During the last part of the nineteenth century, modern science began to encounter strange substances; some known to folk healers and others the product of labs and experiments; which could alter the functions of the body. Some relieved pain and others could propel the user into a perceptional amusement park or a front row seat to Dante's visions of hell. In 1897, German chemist Arthur Heffter discovered that mescaline hydrochloride was the active agent of the Mexican cactus known as peyote.(4)

He was also the first scientist of the modern era to recognize exactly how liquid and plastic our human reality is. He observed on November 23rd 1897 that as little as 150 mg of this chemical caused "unique visions." Other authors have observed the ability, of which we still do not understand the mechanism, of a group of chemicals called hallucinogens to "alter perceptions of reality." If as little as 20 micrograms of LSD, the most powerful of the hallucinogens, can make marked changes in perceptional reality, then how far a stretch is it to ask if psychosomatically we can change our perception of sensation and affect the way the wave function collapses around us. The issue with this thought process is that these substances affect our perceptions or soft reality, but as one can see by a few minutes of reading in a medical library, the psychosomatic phenomenon can make marked changed in the physical or hard reality of the human body.
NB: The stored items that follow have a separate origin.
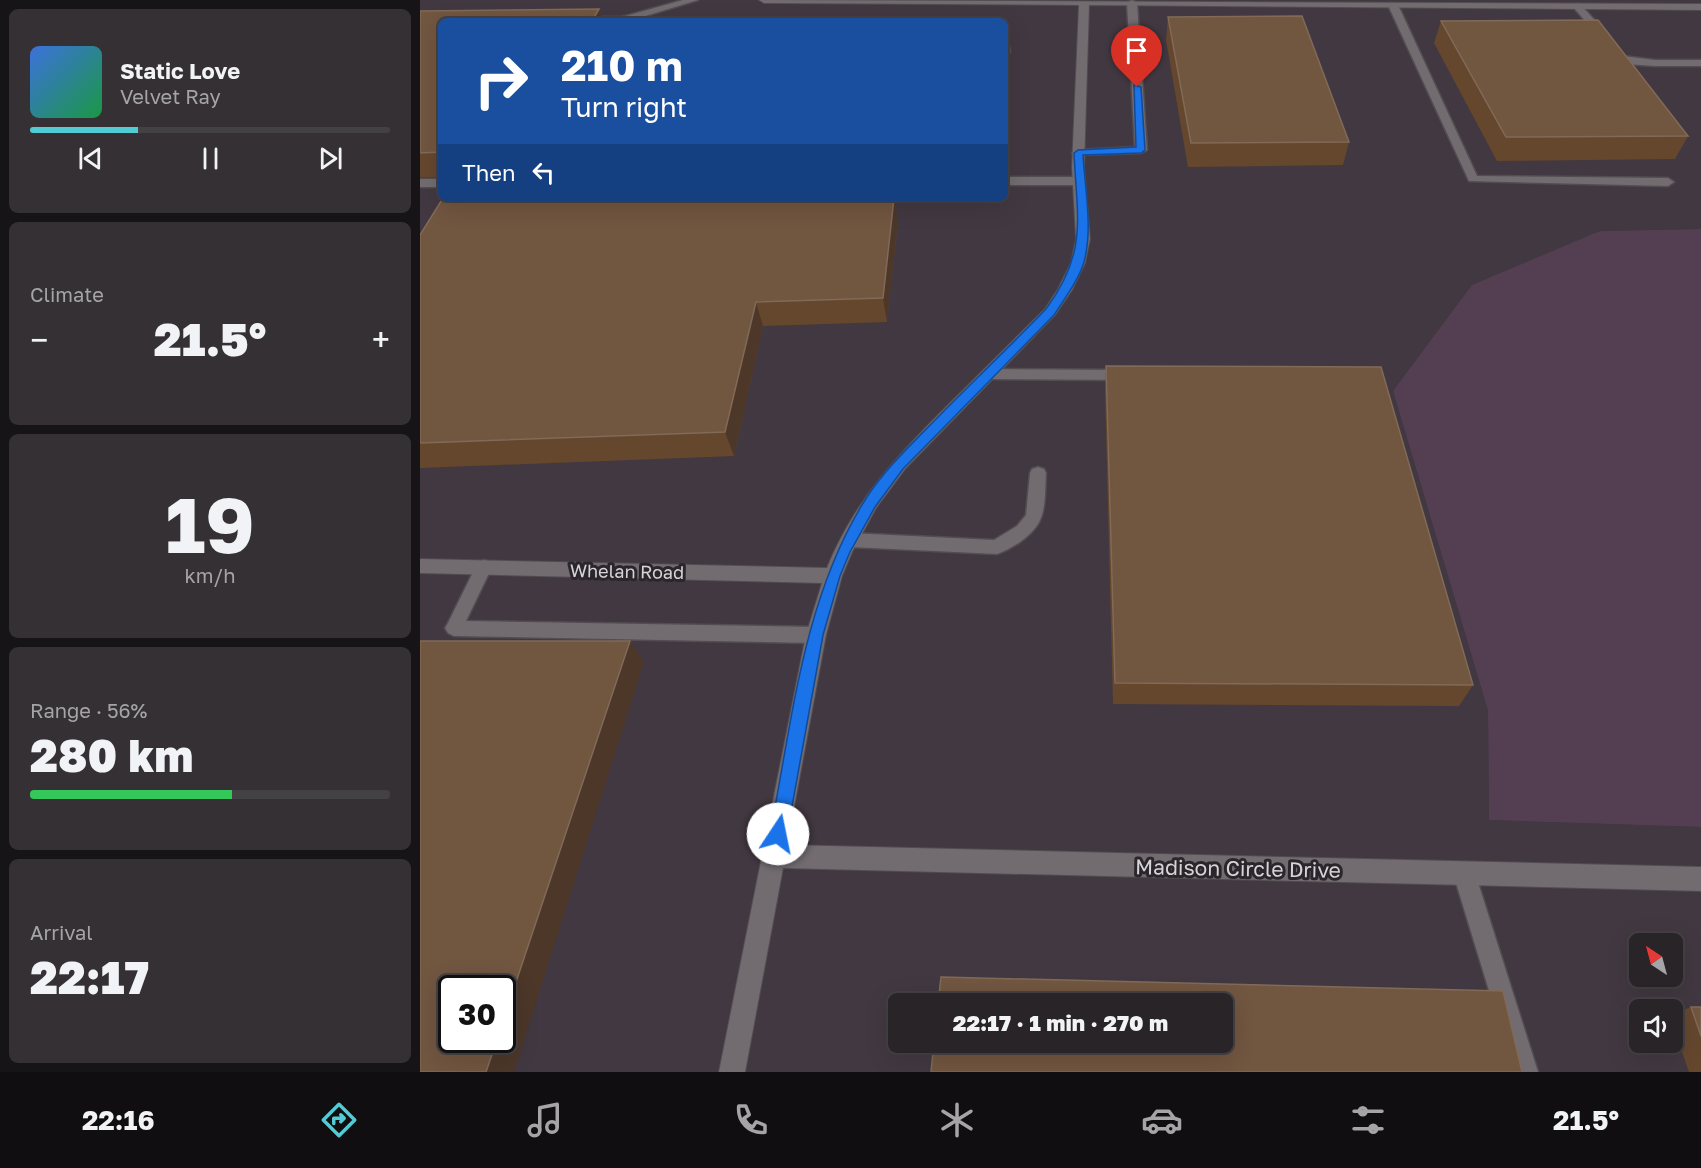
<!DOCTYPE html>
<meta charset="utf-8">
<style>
body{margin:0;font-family:"Golos Text",sans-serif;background:#343034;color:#f1f3f6;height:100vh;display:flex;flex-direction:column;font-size:22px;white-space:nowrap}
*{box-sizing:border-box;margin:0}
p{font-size:20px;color:#a5a4a8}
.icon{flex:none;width:33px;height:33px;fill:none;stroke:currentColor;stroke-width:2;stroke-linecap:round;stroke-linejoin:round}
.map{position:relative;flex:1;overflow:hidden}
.details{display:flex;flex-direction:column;gap:9px;padding:9px;background:#161416;width:420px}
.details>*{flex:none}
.banner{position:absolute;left:18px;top:18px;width:570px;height:183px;border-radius:9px;box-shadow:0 6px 24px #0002,0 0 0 2px #444145;background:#1a4fa0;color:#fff;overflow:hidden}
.needle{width:39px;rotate:324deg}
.controls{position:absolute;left:1209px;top:933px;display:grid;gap:12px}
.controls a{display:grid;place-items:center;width:54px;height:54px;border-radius:9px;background:#282428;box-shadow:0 6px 24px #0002,0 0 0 2px #444145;font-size:30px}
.speed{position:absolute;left:18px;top:975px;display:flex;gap:12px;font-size:30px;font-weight:700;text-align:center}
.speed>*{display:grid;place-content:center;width:78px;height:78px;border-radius:50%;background:#282428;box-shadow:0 6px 24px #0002,0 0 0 2px #444145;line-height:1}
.speed .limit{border:3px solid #111;border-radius:9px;background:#fff;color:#111}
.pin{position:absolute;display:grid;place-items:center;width:51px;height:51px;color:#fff;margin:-62px -26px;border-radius:50% 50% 50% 0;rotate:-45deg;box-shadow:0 0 6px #0007}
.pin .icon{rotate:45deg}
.me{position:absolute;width:66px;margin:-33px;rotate:11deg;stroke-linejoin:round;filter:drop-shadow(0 0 4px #0008)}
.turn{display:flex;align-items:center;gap:21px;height:126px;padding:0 24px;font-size:27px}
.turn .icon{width:78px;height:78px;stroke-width:2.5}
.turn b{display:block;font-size:42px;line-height:51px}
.then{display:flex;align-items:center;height:57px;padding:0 24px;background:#0003;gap:12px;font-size:22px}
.big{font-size:45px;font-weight:800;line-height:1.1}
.details .card{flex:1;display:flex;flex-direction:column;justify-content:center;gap:9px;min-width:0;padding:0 21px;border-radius:9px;background:#343034}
.details .dial{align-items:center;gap:0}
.dial b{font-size:78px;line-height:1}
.song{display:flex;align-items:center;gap:18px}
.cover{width:72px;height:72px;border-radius:9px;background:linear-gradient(135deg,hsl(220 70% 55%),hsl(140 70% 35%))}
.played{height:6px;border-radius:3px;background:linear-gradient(90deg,#51ccd5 30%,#444145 30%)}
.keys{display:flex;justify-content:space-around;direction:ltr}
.heat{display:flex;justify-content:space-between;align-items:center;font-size:33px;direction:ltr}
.charge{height:9px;border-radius:4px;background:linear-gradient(90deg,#34c759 56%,#444145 0)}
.trip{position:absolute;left:468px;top:993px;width:345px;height:60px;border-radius:9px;background:#282428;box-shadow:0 6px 24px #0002,0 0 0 2px #444145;font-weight:800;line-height:60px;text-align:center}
.dock{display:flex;height:96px;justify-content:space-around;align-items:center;background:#100e10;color:#a5a4a8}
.dock .icon{width:42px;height:42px}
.dock .on{color:#51ccd5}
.dock b{font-size:27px;color:#f1f3f6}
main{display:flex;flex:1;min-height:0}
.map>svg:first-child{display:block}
.built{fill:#423841;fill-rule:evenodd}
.green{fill:#533f51}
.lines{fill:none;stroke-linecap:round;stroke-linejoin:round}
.lane-casing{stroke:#514d50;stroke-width:3}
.street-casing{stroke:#514d50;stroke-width:2}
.lane{fill:#726c71;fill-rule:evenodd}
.street{fill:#726c71;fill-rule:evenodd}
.wall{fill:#65472e}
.shaded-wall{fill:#4c3729}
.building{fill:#715640;stroke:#816a58;stroke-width:1.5}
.route{fill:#1a73e8;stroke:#114b97;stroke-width:1.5}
.labels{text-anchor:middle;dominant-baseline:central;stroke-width:6;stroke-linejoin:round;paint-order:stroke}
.street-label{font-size:18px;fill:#d7d4d7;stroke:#2b262b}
.near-street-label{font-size:21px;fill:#d7d4d7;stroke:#2b262b}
</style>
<main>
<section class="details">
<div class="card">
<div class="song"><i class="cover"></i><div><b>Static Love</b><p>Velvet Ray</p></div></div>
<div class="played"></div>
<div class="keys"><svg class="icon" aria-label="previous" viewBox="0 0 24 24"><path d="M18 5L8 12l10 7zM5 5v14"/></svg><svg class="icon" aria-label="pause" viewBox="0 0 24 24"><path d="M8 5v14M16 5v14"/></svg><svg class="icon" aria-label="next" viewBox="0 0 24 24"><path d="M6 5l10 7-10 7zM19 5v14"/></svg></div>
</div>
<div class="card"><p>Climate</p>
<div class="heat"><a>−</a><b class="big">21.5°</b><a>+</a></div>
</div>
<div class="card dial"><b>19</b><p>km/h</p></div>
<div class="card"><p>Range · 56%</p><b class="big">280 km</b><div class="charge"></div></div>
<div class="card"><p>Arrival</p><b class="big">22:17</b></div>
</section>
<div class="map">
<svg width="1281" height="1072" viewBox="0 0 1281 1072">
<rect width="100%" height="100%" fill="#353035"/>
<path class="built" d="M0 0H1281V229L1180 231 973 391 1068 711 1069 820 1281 827V1072H0ZM21 21H585V198H21ZM1220 944H1252V976H1220ZM32 988H82V1040H32ZM478 1004H802V1042H478ZM1220 1010H1252V1042H1220Z"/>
<path class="green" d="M1281 229V827L1069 820 1068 711 973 391 1052 285 1180 231Z"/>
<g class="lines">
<defs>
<g id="lane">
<path d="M263 0H278L209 21 155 20 160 17H202Z"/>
<path d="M712 0 717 3 727 150 721 153 654 155 652 153 658 150 715 147 707 3Z"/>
<path d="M970 3 978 5 1057 176 1248 178 1254 182 1248 186 1049 181 968 5Z"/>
<path d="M1154 4H1160L1188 35 1203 56 1235 60H1281V66H1235L1206 64 1195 60 1181 39 1154 8Z"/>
<path d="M585 45 589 46 590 52 585 55Z"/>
<path d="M585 177H659L665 181 659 185H585Z"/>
<rect x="0" y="179" width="21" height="8"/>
<path d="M568 369 708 370 715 375 708 380 568 379 561 374Z"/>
<path d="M618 467 624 469 626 473C625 486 626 502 622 515 617 533 594 548 577 554L430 547 424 545 422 540 424 535 430 533 574 540 597 526 606 515 610 473 612 469Z"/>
<path d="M64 560 70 562 72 567 46 621 396 627 402 630 405 635 402 640 396 643 34 636 28 633 25 628 28 623 58 562Z"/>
<path d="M1044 862 1051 866 1055 873 1118 1072H1094L1033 873 1037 866Z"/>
</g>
<path id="street" d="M339 0 1281 4V10L669 5 664 167 670 239 665 263 652 290 635 315 485 469 456 508 432 552 422 576 406 635 367 845 1281 867V891L363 868 325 1072H299L386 635 402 583 0 573V559L407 568C435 499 478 455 530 403 562 372 593 340 625 309L638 289 651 263 656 239 652 167 659 5 344 3Z"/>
</defs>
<use href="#lane" class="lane-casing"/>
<use href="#street" class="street-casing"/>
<use href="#lane" class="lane"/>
<use href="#street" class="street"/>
</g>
<g class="wall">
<path d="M179 9 183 21H21V177H0V11Z"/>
<path d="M748 17 929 142 923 165 768 167 746 40Z"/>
<path d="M1021 21 1268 136 1255 159 1077 161 1014 43Z"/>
<path d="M23 198H474L478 220 467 322 343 326 314 456 0 468V235Z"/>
<path d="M686 366 1053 685 1039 706 693 704 685 390Z"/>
<path d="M1271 1007H1281V1072H1269L1252 1023V1015Z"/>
</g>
<g class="shaded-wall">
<path d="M179 9 183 21H172Z"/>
<path d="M474 198 478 220 467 322 463 298Z"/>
<path d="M336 302 343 326 314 456 305 432Z"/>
<path d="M210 641 224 662 94 1072H66L77 1040H82V1024Z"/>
</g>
<g class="building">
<path d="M179 9 172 21H21V152L0 153V11Z"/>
<path d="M882 16 929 142 771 143 748 17Z"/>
<path d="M1178 20 1268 136 1086 137 1021 21Z"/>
<path d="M23 198H474L463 298 336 302 305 432 0 443V235Z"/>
<path d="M686 366 961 367 1053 685 695 683Z"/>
<path d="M0 641H210L82 1024V988H32V1040H77L66 1072H0Z"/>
<path d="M521 977 1083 991 1102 1072H511L514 1042H802V1004H518Z"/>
<path d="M1271 1007H1281V1036Z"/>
</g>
<path class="route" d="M714 85 721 87 725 150 721 153 663 155C665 189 673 229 664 262 658 281 645 298 634 315L483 469 455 507 430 552 420 576 403 635 367 834 364 840 358 842 352 840 350 834C372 722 383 599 445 500 466 467 496 440 523 412 557 378 592 344 626 309 668 252 657 219 654 153L658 150 716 147Z"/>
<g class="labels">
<g class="street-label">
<text transform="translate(207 571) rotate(1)">Whelan Road</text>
</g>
<g class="near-street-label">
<text transform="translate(818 868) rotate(1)">Madison Circle Drive</text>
</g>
</g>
</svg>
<div class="controls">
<a><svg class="needle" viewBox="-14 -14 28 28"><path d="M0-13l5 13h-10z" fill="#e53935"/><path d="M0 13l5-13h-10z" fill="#a5a4a8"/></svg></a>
<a><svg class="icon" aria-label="sound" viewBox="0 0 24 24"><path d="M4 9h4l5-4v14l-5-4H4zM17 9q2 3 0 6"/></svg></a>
</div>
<div class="speed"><div class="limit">30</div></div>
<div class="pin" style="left:717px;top:87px;background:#d93025"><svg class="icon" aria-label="arrive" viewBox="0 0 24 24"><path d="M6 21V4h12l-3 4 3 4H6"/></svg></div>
<svg class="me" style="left:358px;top:834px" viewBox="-20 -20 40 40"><circle r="19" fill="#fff"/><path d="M0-13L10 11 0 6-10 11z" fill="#1a73e8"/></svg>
<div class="trip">22:17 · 1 min · 270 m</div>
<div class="banner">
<div class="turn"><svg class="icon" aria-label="right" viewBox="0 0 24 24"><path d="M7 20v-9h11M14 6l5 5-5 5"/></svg><div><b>210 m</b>Turn right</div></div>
<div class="then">Then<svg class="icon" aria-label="left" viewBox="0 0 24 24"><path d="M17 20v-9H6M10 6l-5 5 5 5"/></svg></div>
</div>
</div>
</main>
<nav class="dock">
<b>22:16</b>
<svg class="icon on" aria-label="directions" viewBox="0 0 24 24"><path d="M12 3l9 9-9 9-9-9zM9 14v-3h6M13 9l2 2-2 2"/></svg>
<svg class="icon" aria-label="music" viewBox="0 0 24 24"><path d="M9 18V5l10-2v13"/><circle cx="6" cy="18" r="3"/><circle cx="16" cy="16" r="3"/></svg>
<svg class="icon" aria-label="phone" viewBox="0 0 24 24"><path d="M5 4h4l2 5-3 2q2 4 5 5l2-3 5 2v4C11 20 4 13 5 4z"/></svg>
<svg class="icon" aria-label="climate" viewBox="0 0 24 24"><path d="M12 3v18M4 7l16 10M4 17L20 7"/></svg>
<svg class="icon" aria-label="car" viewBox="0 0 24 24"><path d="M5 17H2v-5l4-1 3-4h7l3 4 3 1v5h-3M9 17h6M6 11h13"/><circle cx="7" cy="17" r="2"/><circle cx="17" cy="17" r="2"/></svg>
<svg class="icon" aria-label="filters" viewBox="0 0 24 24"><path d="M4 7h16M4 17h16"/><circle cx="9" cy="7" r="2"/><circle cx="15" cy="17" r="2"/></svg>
<b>21.5°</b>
</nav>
Methamphetamines and other stimulants make marked changes in the subjective experience of time. Faced with the power of these substances, the nature of reality, itself, comes into question; how do we truly know what is honestly "real" anymore? In conclusion, the reality of various classes of drugs; their ability to change perception with as little 20 micrograms of molecules; the fact that they can do what they do, establishes that soft reality or subjective perception is as malleable as hard reality or sensation.